*INSTRUCTIONS TO FOLLOW:* Exactly as written, print out each entry in the data, with no pictures.

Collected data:
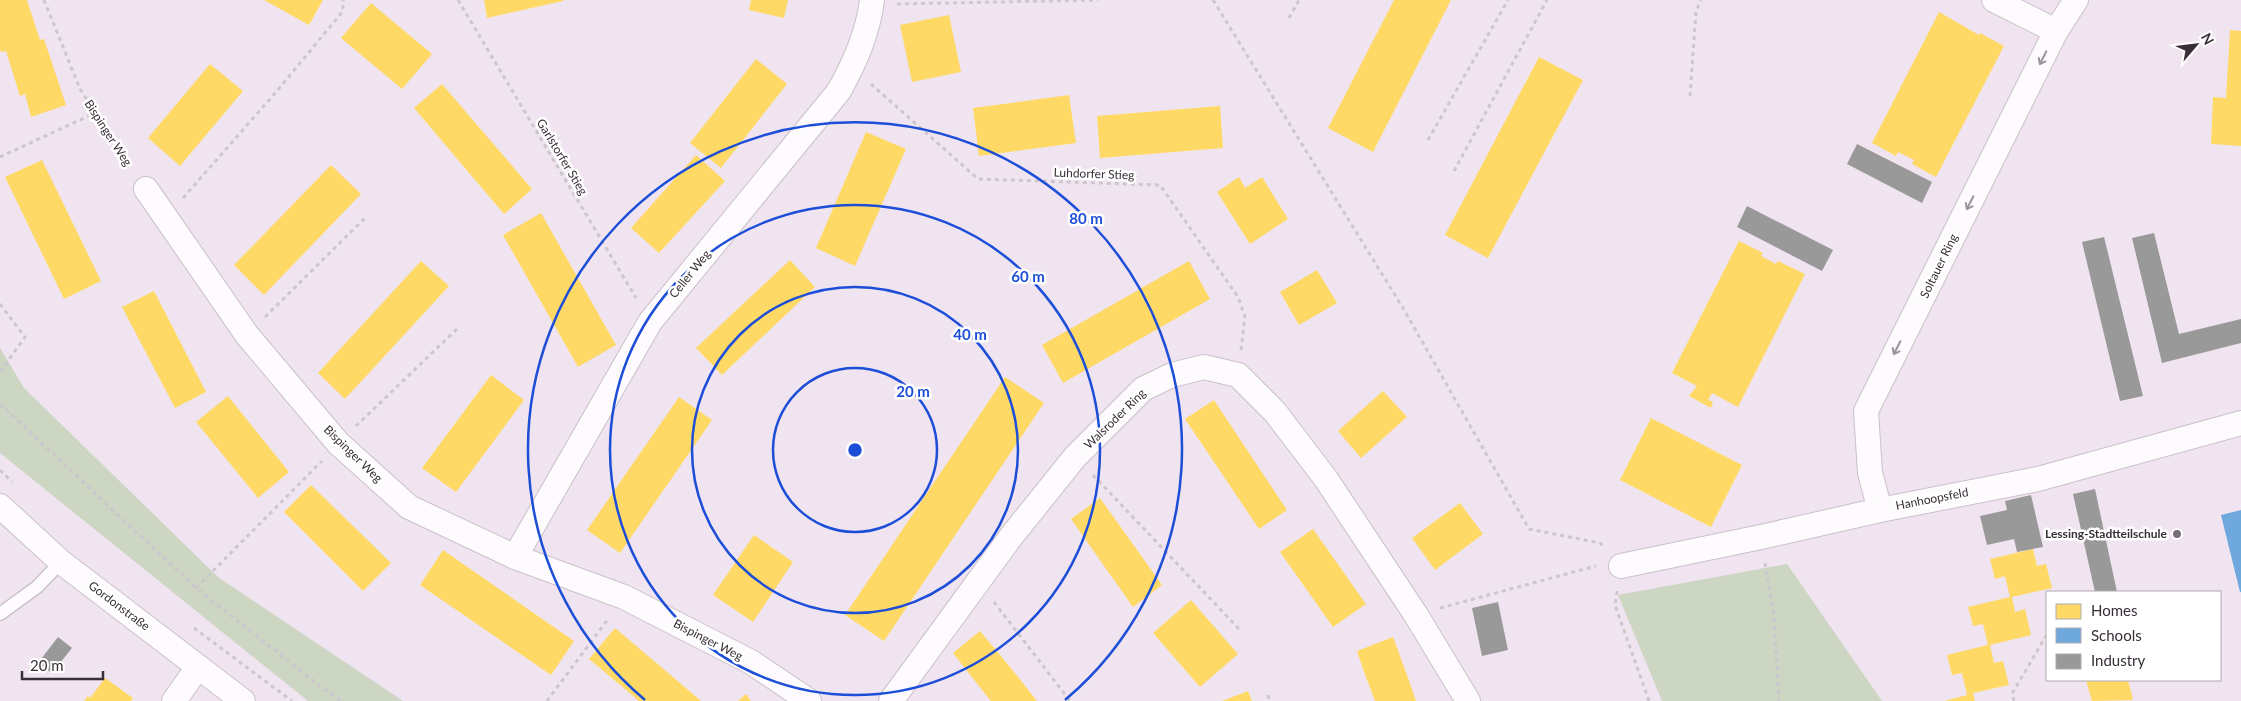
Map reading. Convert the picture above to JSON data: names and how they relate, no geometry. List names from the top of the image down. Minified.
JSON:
{"streets":{"street":["Bispinger Weg","Soltauer Ring","Celler Weg","Walsroder Ring","Hanhoopsfeld","Gordonstraße"],"path":["Garlstorfer Stieg","Luhdorfer Stieg"]},"crossings":[["Bispinger Weg","Celler Weg"],["Garlstorfer Stieg","Celler Weg"],["Luhdorfer Stieg","Celler Weg"],["Luhdorfer Stieg","Walsroder Ring"],["Soltauer Ring","Hanhoopsfeld"]],"one_way":["Soltauer Ring"],"places":["Lessing-Stadtteilschule"],"legend":["Homes","Schools","Industry"],"scale_bar":"20 m","north":"top right","rings":["80 m","60 m","40 m","20 m"]}
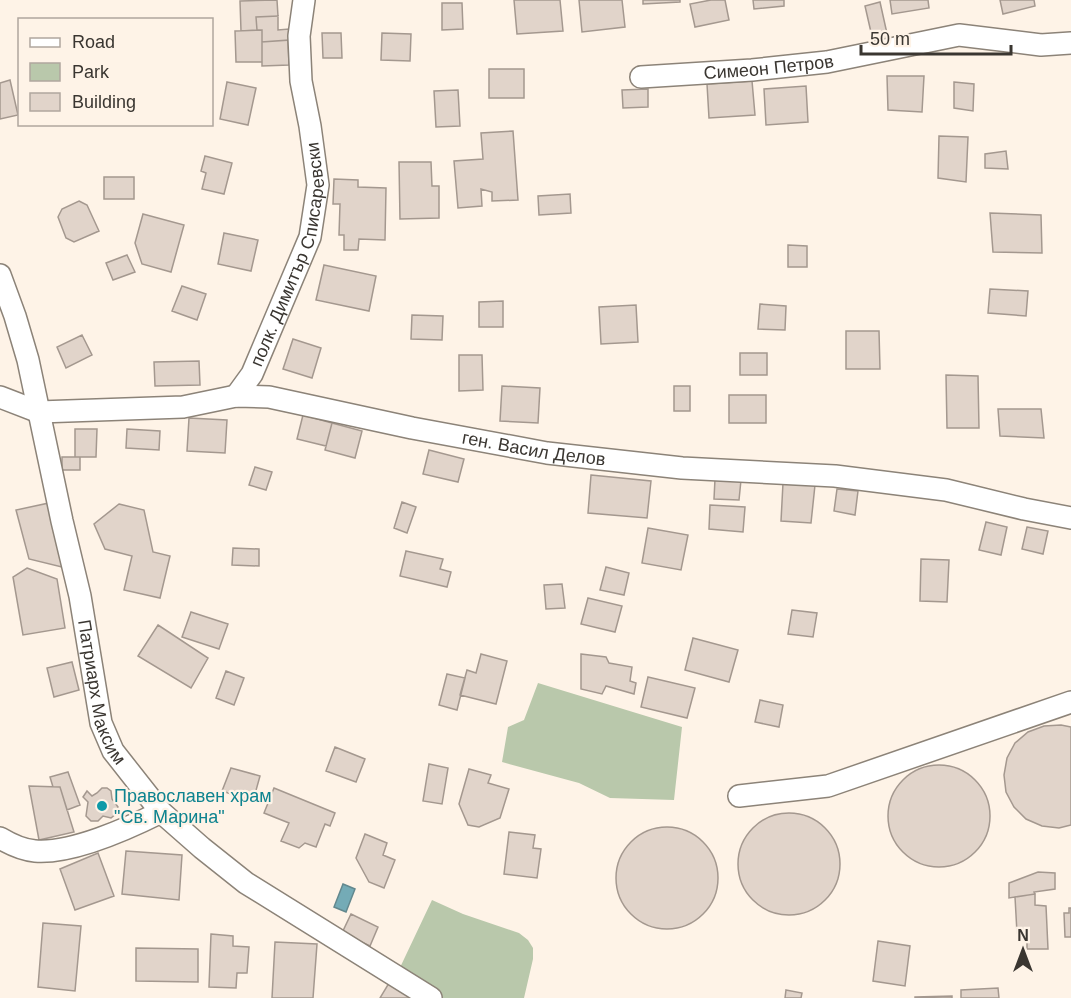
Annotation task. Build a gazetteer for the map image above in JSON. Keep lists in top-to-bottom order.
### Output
{
  "streets": {
    "street": [
      "Симеон Петров",
      "полк. Димитър Списаревски",
      "ген. Васил Делов",
      "Патриарх Максим"
    ]
  },
  "crossings": [
    ["полк. Димитър Списаревски", "ген. Васил Делов"],
    ["ген. Васил Делов", "Патриарх Максим"]
  ],
  "places": ["Православен храм \"Св. Марина\""],
  "legend": ["Road", "Park", "Building"],
  "scale_bar": "50 m",
  "north": "top"
}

*ANSWER TO THIS TASK:*
Map reading. Convert the picture above to JSON data: names and how they relate, no geometry. List names from the top of the image down. Minified.
JSON:
{"streets":{"street":["Bispinger Weg","Soltauer Ring","Celler Weg","Walsroder Ring","Hanhoopsfeld","Gordonstraße"],"path":["Garlstorfer Stieg","Luhdorfer Stieg"]},"crossings":[["Bispinger Weg","Celler Weg"],["Garlstorfer Stieg","Celler Weg"],["Luhdorfer Stieg","Celler Weg"],["Luhdorfer Stieg","Walsroder Ring"],["Soltauer Ring","Hanhoopsfeld"]],"one_way":["Soltauer Ring"],"places":["Lessing-Stadtteilschule"],"legend":["Homes","Schools","Industry"],"scale_bar":"20 m","north":"top right","rings":["80 m","60 m","40 m","20 m"]}
Annotation task. Build a gazetteer for the map image above in JSON. Keep lists in top-to-bottom order.
### Output
{
  "streets": {
    "street": [
      "Симеон Петров",
      "полк. Димитър Списаревски",
      "ген. Васил Делов",
      "Патриарх Максим"
    ]
  },
  "crossings": [
    ["полк. Димитър Списаревски", "ген. Васил Делов"],
    ["ген. Васил Делов", "Патриарх Максим"]
  ],
  "places": ["Православен храм \"Св. Марина\""],
  "legend": ["Road", "Park", "Building"],
  "scale_bar": "50 m",
  "north": "top"
}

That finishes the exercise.